PROBLEM TO SOLVE
Give only the number of lines in the following entries where "Center" appears.

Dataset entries
---

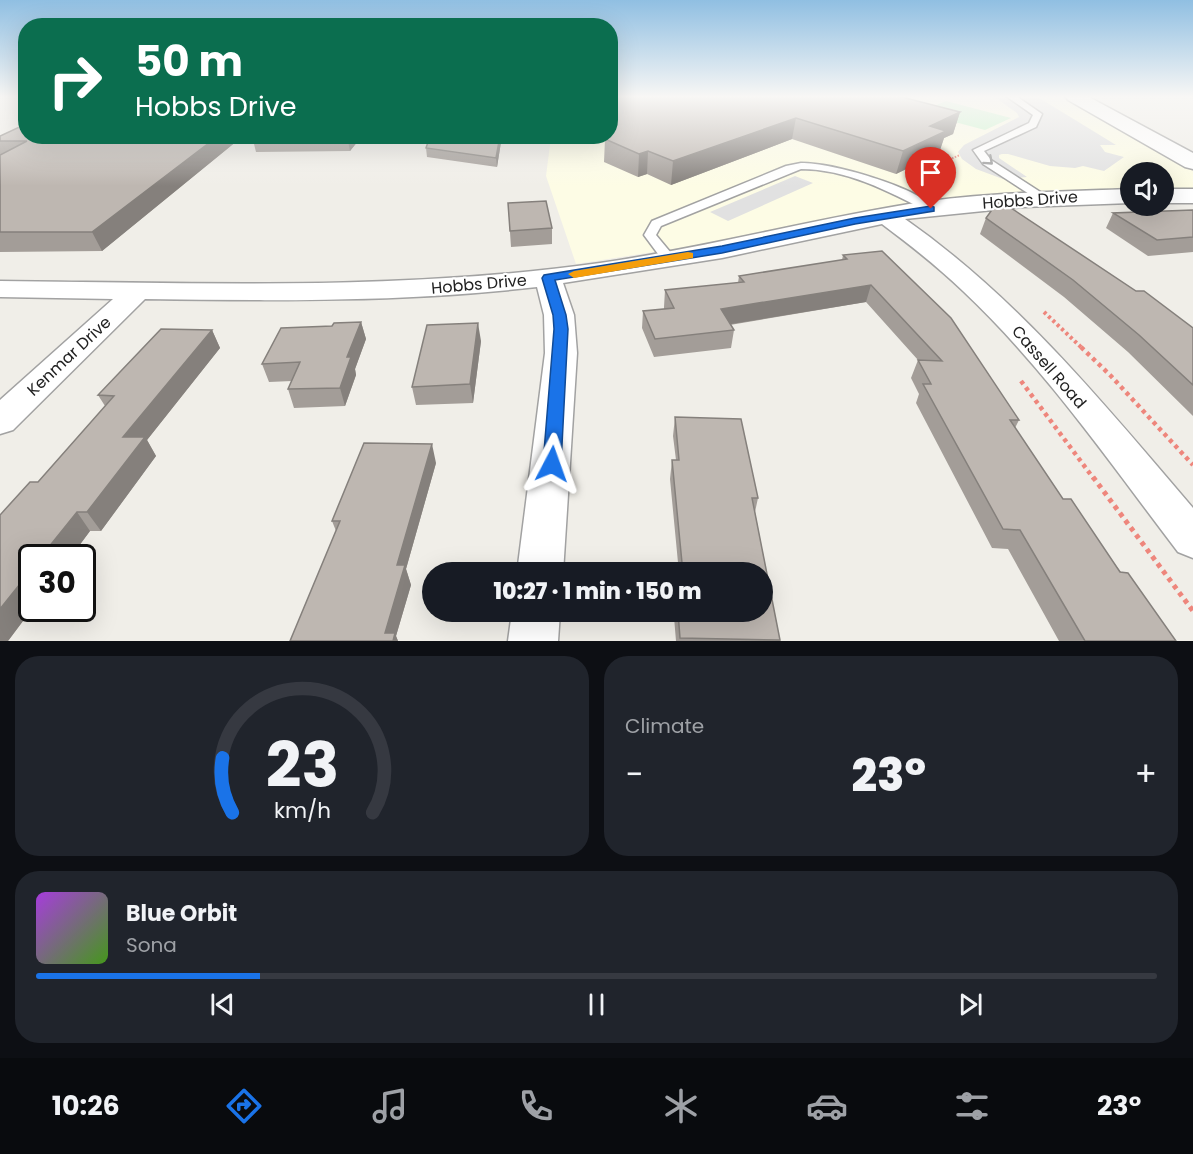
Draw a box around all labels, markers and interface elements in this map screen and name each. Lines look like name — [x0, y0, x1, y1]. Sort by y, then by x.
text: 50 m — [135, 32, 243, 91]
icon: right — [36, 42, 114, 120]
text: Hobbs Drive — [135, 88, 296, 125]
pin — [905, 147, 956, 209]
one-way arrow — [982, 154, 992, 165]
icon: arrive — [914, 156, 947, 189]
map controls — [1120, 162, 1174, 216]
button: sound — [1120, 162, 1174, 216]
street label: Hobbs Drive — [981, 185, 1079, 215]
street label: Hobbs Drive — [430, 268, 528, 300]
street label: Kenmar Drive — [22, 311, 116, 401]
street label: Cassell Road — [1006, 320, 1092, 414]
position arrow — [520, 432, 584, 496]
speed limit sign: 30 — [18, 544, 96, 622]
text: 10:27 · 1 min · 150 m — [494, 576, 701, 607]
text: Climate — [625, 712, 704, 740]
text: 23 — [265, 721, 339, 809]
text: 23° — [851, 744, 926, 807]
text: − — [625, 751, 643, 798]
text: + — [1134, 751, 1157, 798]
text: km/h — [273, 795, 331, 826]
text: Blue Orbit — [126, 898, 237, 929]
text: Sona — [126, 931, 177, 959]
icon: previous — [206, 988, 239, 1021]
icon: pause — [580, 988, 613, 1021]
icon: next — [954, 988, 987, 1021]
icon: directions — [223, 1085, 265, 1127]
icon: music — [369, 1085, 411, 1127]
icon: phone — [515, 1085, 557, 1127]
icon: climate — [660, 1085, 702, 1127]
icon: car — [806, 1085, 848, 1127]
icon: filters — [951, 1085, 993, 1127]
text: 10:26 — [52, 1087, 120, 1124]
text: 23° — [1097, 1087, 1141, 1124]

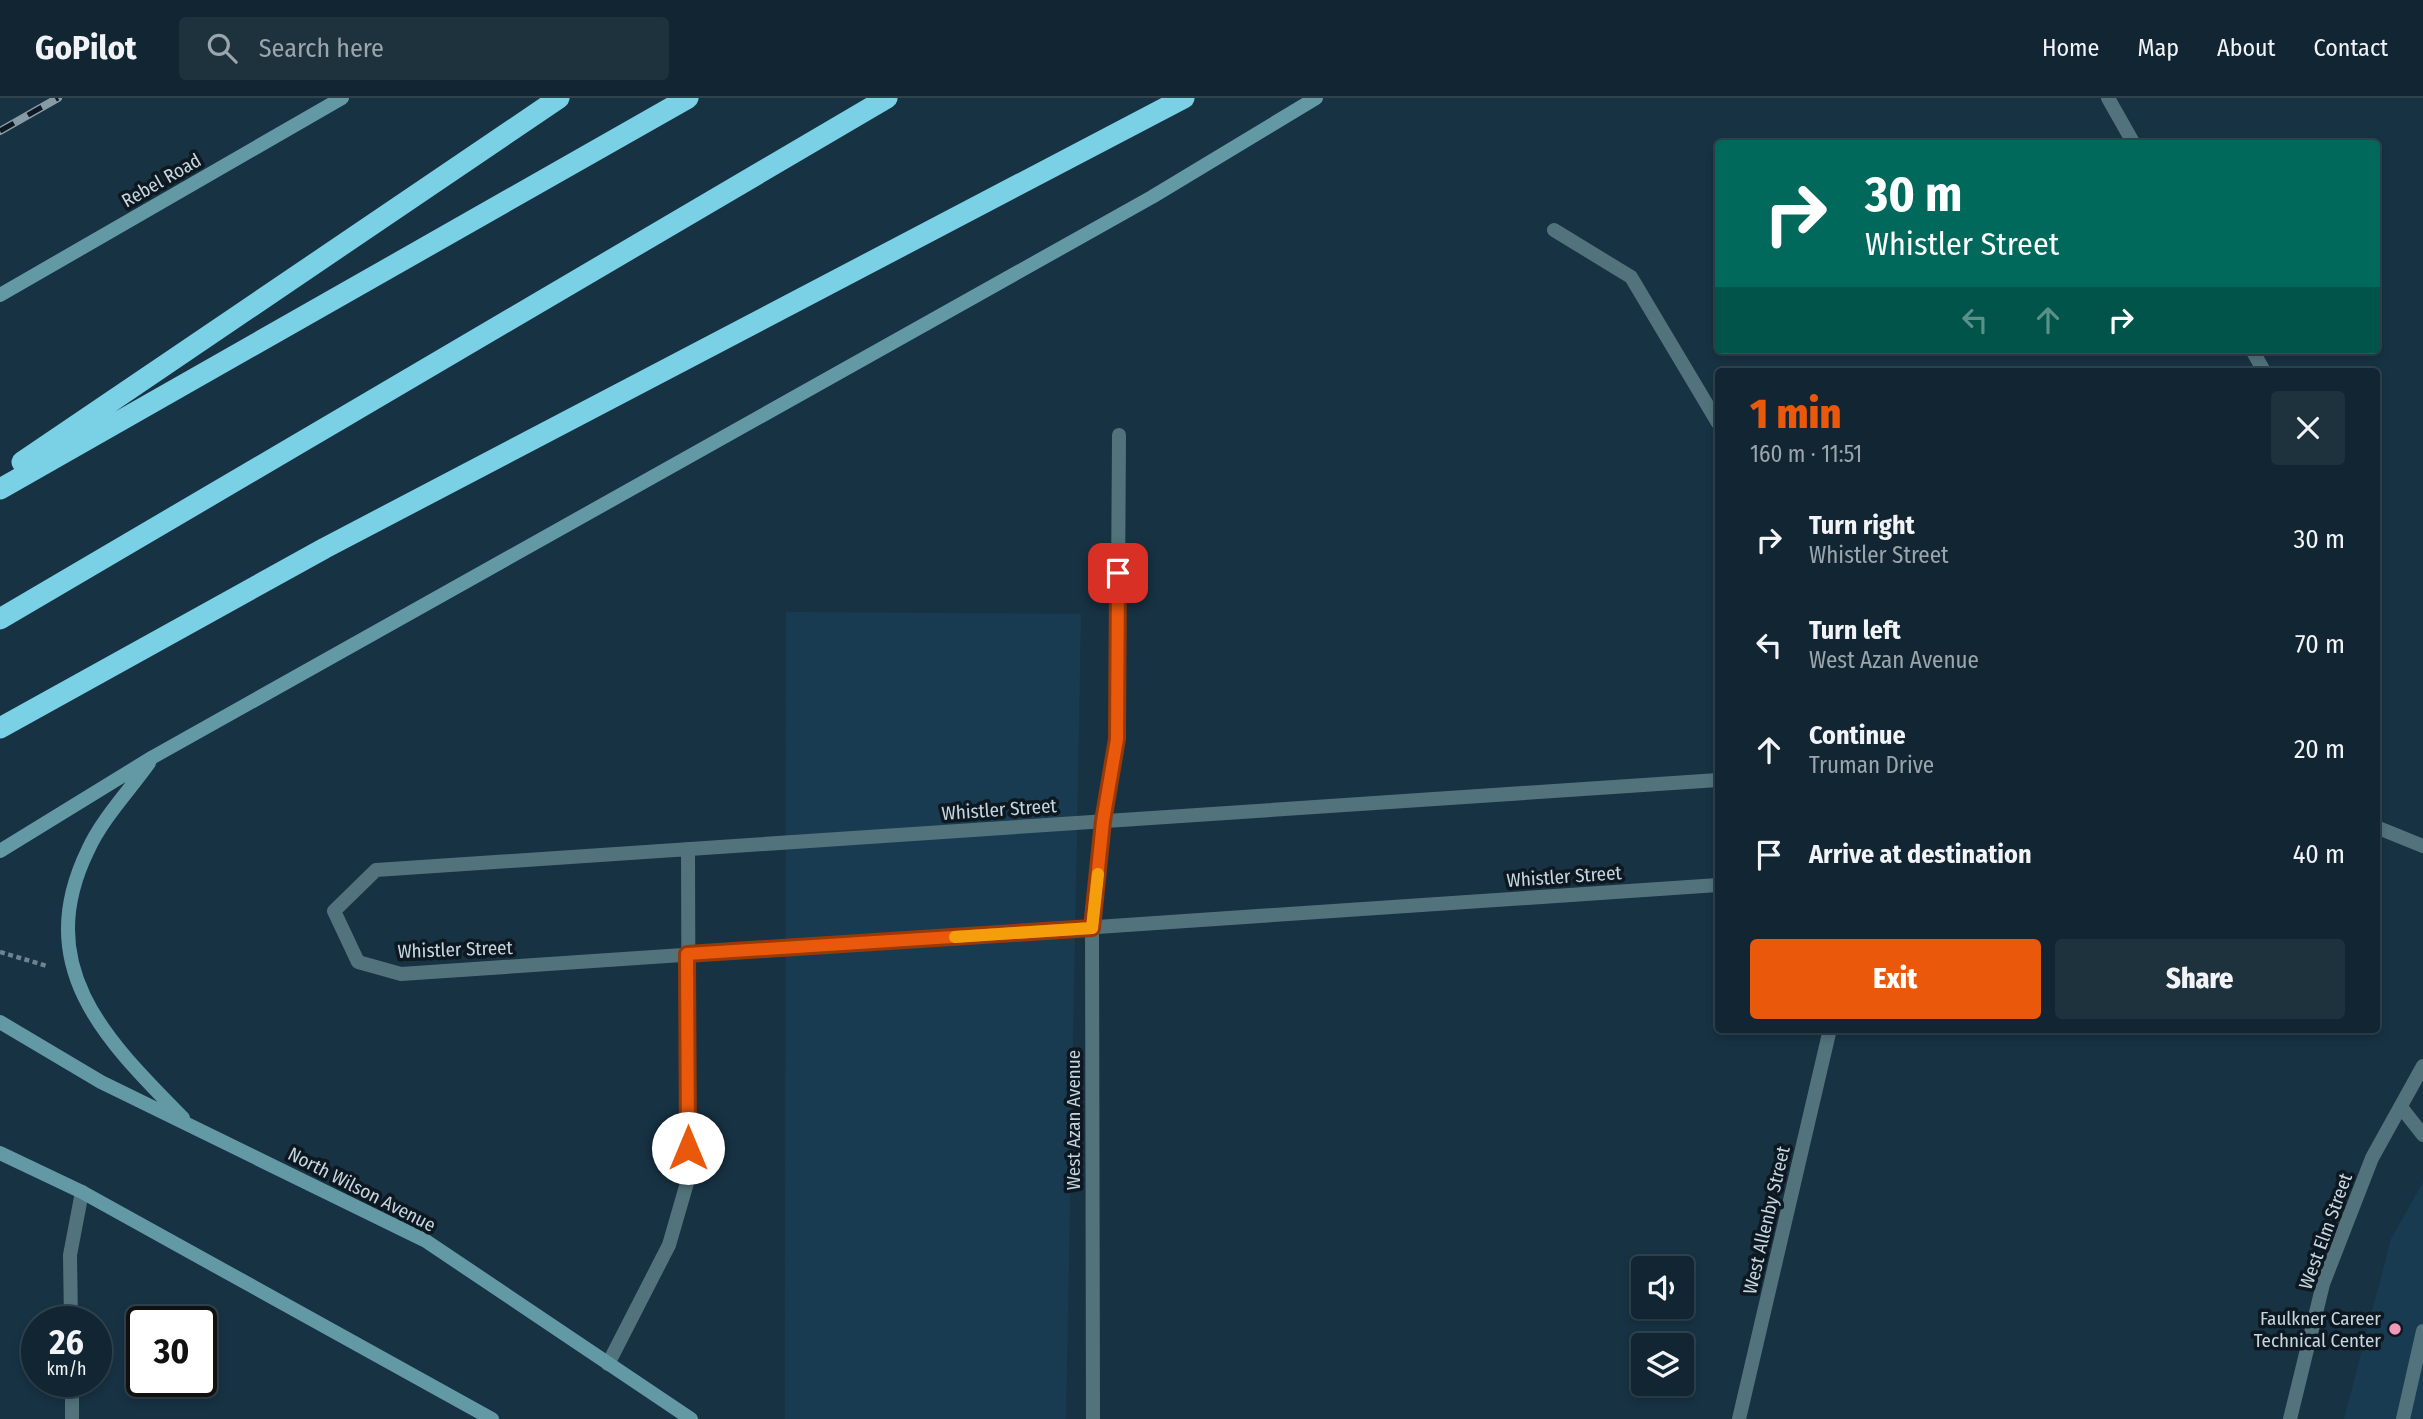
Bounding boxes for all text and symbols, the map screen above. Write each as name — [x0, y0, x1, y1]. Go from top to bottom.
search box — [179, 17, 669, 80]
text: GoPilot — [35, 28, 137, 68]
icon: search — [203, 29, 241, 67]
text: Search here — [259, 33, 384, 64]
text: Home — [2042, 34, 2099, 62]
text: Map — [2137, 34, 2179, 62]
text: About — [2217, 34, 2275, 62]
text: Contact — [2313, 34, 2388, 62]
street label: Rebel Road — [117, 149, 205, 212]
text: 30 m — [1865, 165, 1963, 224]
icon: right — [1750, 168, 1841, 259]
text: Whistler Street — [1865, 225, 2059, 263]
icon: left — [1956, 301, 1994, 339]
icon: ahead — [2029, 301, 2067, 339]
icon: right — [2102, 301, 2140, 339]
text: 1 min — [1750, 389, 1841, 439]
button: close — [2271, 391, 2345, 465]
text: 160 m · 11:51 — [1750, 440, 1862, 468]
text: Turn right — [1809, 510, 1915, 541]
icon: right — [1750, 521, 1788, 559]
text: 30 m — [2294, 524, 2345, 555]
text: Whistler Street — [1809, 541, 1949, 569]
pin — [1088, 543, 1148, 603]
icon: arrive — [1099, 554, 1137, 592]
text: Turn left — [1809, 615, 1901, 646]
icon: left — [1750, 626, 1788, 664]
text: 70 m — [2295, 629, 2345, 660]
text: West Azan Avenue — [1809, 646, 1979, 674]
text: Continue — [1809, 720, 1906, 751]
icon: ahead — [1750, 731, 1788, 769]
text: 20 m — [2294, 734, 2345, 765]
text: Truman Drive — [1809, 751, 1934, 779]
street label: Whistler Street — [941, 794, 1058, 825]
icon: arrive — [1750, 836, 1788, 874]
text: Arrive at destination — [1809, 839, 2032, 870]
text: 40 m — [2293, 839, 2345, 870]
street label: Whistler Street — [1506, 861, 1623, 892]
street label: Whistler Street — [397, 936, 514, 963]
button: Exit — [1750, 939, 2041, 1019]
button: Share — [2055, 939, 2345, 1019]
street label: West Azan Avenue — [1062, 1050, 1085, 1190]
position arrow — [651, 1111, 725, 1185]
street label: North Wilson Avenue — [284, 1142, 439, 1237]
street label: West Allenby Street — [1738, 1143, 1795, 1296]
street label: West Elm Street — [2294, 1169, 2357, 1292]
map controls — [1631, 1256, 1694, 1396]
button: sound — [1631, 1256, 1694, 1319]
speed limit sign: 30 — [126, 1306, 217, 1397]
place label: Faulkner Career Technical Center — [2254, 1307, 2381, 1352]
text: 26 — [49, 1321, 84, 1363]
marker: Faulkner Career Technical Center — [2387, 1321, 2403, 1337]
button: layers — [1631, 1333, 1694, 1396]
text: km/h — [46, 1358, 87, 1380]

---

COMPLETED EXERCISE
2